Contacts with Europe
Foreign Minister Abbas Araghchi’s recent visit to France, Baghaei said, was held at the invitation of his French counterpart to discuss bilateral and international matters.
The nuclear file, he said, was among the topics raised but not the sole focus.
A separate call between Araghchi and EU foreign policy chief Kaja Kallas had been arranged earlier, he added, though the Paris trip was also discussed during their conversation.
Iran’s nuclear case remains at an impasse as tensions persist between Iran and Western powers led by the United States over uranium enrichment and international inspections. The International Atomic Energy Agency continues to warn about reduced monitoring access.
Iran’s engagement with European officials, he said, remained “ongoing and structured,” with diplomacy aimed at clarifying positions rather than opening new channels.
Iran and Turkey have agreed to start building a new joint rail line that will serve as a strategic trade corridor between Asia and Europe, Iranian foreign minister Abbas Araghchi said Sunday.
The Marand–Cheshmeh Soraya transit line, which will run toward Turkey’s Aralik border region, will span about 200 kilometres and cost roughly $1.6 billion.

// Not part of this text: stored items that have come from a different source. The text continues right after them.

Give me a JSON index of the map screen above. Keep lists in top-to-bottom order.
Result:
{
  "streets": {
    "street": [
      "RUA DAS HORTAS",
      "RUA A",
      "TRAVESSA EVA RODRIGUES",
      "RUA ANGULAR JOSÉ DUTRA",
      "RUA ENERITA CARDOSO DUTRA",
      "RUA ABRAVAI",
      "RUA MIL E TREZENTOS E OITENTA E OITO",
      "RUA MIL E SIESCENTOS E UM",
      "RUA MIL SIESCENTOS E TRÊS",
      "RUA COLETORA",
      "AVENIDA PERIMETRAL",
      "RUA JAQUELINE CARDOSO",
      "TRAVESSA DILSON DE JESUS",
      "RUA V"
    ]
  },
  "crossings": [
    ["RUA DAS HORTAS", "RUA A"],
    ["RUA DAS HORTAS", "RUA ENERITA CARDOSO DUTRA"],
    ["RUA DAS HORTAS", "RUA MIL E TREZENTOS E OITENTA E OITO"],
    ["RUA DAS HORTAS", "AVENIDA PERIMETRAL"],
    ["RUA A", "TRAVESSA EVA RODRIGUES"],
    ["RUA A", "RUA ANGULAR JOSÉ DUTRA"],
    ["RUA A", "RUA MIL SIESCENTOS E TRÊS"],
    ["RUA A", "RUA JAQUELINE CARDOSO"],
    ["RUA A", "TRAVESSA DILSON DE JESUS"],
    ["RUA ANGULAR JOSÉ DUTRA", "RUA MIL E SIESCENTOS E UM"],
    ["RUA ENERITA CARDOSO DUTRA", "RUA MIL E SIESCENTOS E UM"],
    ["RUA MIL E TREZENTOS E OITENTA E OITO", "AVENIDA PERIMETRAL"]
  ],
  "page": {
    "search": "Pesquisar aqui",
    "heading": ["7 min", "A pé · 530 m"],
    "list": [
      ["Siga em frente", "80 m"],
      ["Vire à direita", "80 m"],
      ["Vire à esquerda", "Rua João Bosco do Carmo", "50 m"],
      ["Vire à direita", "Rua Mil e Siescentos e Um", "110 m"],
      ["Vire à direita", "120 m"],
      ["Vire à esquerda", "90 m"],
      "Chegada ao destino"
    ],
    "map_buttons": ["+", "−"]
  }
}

Iranian authorities say construction is expected to take three to four years to complete.
Speaking in Tehran alongside his Turkish counterpart Hakan Fidan, Araghchi said the two sides had agreed in their meeting “to begin work, on a priority basis, to connect the two countries’ railway lines at the border.”
Earlier this month, Iran’s transport minister Farzaneh Sadegh said the project would transform the southern section of the historic Silk Road into an “all-rail corridor ensuring the continuity of the network between China and Europe”.
She said it would enable “fast and cheap transport of all types of cargo with minimal stops”.
The ancient Silk Road linked East Asia to the Middle East and Europe for centuries before declining with the rise of maritime trade routes.
China launched its Belt and Road Initiative in 2013, seeking to revive those connections through major maritime, road and rail projects. Despite close political relations with China, Iran has been largely left out of the initiative’s major investments.
Iran has sought to expand infrastructure and trade ties with neighbouring states as it works to revive its strained economy.